I also have a great love of connecting women. It wasn’t always this way. I used to align myself with the males to not be seen as weak or foolish—my best friends were always guys and I identified with my father more than my mother when a youth. I realized during my college years that this needed to change.  It is vital for women to stop the petty competition and really support each other. The speakers are so diverse and live in different political and social camps. Most people wouldn’t mix otherwise and it’s so important to break down the barriers of understanding.

Another huge element was that I started studying this thing called “fat studies” three years ago, which I didn’t even know existed and that really opened my eyes. It took about a year for me to even digest the radical ideas in that area. The fundamentals meshed with my basic values in that all humans are worthy of being treated with dignity and respect, but it rocked my world in relation to concepts of beauty and all that.

One of the later factors chronologically, but first, value-wise, is the fact that I have a daughter, who is now nine years old. I did not want her to go through what I did with my body – all the abuse of diets and thinking I was fat and ugly when I was beautiful and perfect.

Me: What can women expect to experience and learn during the Brave Body Love Summit?

Michelle: Well, basically if you’re sick and tired of not being confident in how you show up in the world, the size of your thighs causing you stress, feeling that your self-worth depends on how you look, and the shame and exhaustion involved in yo-yo dieting…

…Then, expect inspiration, information, laughter, tears, and hopefully motivation for action! There will be some radical perspectives, new information on health and fitness, true beauty strategies, and inspiration from the trenches of professional life in male-dominated fields.

This summit is a dream for me because it meshes theory and practice with a huge dose of inspiration.
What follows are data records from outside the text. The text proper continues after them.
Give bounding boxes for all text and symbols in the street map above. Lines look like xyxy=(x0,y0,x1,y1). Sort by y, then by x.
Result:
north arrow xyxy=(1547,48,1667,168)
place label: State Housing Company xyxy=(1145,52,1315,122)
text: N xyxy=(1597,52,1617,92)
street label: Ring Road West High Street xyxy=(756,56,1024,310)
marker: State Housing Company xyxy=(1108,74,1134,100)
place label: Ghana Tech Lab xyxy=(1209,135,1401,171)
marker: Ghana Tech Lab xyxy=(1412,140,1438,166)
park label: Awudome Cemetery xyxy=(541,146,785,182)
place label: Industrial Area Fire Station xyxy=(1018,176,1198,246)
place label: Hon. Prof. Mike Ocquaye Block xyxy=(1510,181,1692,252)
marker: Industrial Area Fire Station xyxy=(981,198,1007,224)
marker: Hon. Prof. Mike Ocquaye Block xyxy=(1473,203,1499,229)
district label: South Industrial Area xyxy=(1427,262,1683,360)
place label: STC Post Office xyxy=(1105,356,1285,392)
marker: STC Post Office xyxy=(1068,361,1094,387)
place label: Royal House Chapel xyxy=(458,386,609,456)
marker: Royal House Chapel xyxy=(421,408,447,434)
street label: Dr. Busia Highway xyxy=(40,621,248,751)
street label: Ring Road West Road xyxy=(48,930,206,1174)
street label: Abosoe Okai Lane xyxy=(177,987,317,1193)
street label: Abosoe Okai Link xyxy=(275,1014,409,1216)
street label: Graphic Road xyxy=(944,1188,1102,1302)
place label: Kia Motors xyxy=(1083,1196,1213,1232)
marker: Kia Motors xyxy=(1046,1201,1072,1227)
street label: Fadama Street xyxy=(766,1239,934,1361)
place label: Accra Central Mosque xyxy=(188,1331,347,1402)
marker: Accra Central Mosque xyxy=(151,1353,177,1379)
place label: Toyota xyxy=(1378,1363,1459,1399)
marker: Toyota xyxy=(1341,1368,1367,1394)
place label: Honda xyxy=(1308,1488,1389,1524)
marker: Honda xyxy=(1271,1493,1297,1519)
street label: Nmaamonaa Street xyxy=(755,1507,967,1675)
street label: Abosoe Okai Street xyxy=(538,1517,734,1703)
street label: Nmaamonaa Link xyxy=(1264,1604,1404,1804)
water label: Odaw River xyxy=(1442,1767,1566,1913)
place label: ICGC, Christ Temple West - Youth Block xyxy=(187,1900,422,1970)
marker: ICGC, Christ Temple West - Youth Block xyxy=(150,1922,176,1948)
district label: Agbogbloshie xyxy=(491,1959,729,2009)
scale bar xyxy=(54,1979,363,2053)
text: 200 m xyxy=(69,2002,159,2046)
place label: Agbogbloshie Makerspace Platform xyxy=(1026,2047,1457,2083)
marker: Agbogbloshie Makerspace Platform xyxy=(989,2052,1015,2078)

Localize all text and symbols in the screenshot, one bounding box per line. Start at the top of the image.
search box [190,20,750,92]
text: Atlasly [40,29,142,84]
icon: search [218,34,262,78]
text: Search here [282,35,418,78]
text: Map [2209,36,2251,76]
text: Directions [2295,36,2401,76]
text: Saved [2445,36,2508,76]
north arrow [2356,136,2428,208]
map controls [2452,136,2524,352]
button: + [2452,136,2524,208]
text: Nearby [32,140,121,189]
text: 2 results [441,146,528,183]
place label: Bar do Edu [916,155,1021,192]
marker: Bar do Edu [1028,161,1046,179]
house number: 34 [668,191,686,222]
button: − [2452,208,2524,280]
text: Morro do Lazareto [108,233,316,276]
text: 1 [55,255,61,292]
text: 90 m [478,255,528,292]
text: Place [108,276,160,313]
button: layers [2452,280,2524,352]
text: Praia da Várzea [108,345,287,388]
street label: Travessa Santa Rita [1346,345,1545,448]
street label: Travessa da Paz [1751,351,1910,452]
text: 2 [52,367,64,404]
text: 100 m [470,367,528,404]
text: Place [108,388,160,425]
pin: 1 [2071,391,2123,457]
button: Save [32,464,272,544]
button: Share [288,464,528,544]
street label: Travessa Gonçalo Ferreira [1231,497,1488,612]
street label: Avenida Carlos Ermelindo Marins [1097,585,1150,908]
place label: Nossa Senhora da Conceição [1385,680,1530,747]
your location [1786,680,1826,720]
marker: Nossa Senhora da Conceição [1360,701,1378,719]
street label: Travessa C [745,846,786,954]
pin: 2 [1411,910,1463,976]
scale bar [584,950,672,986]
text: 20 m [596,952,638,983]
Most of my peers are either athletes, artists or creative nerdy intellectuals, so I selfishly designed it around us! And since we want to expand our horizons, I invited many others who are “unlike” us, especially in relation to the dominant white female feminist movement.

Women will have the opportunity to discover how to free their bodies and selves from the burdens of judgment, stress, and self-criticism and begin living a life full of love, hope and freedom.

I want to thank Michelle for making the time in her busy schedule to visit with us! I hope you’ll go sign up for the Brave Body Summit.

And, I hope you’ve been following my month-long Self Love Fest (#SelfLoveFest) on Facebook and Twitter! We’ve had some great responses to the daily prompts and wonderful blog posts from Karen Downing, Sharon Roemmel, Tam Veilleux and Shaheen Miro, my partners in this project. I invite you to learn more about these amazing folks and participate for the rest of the month!

With love from your partner on the path,

Lisa :-)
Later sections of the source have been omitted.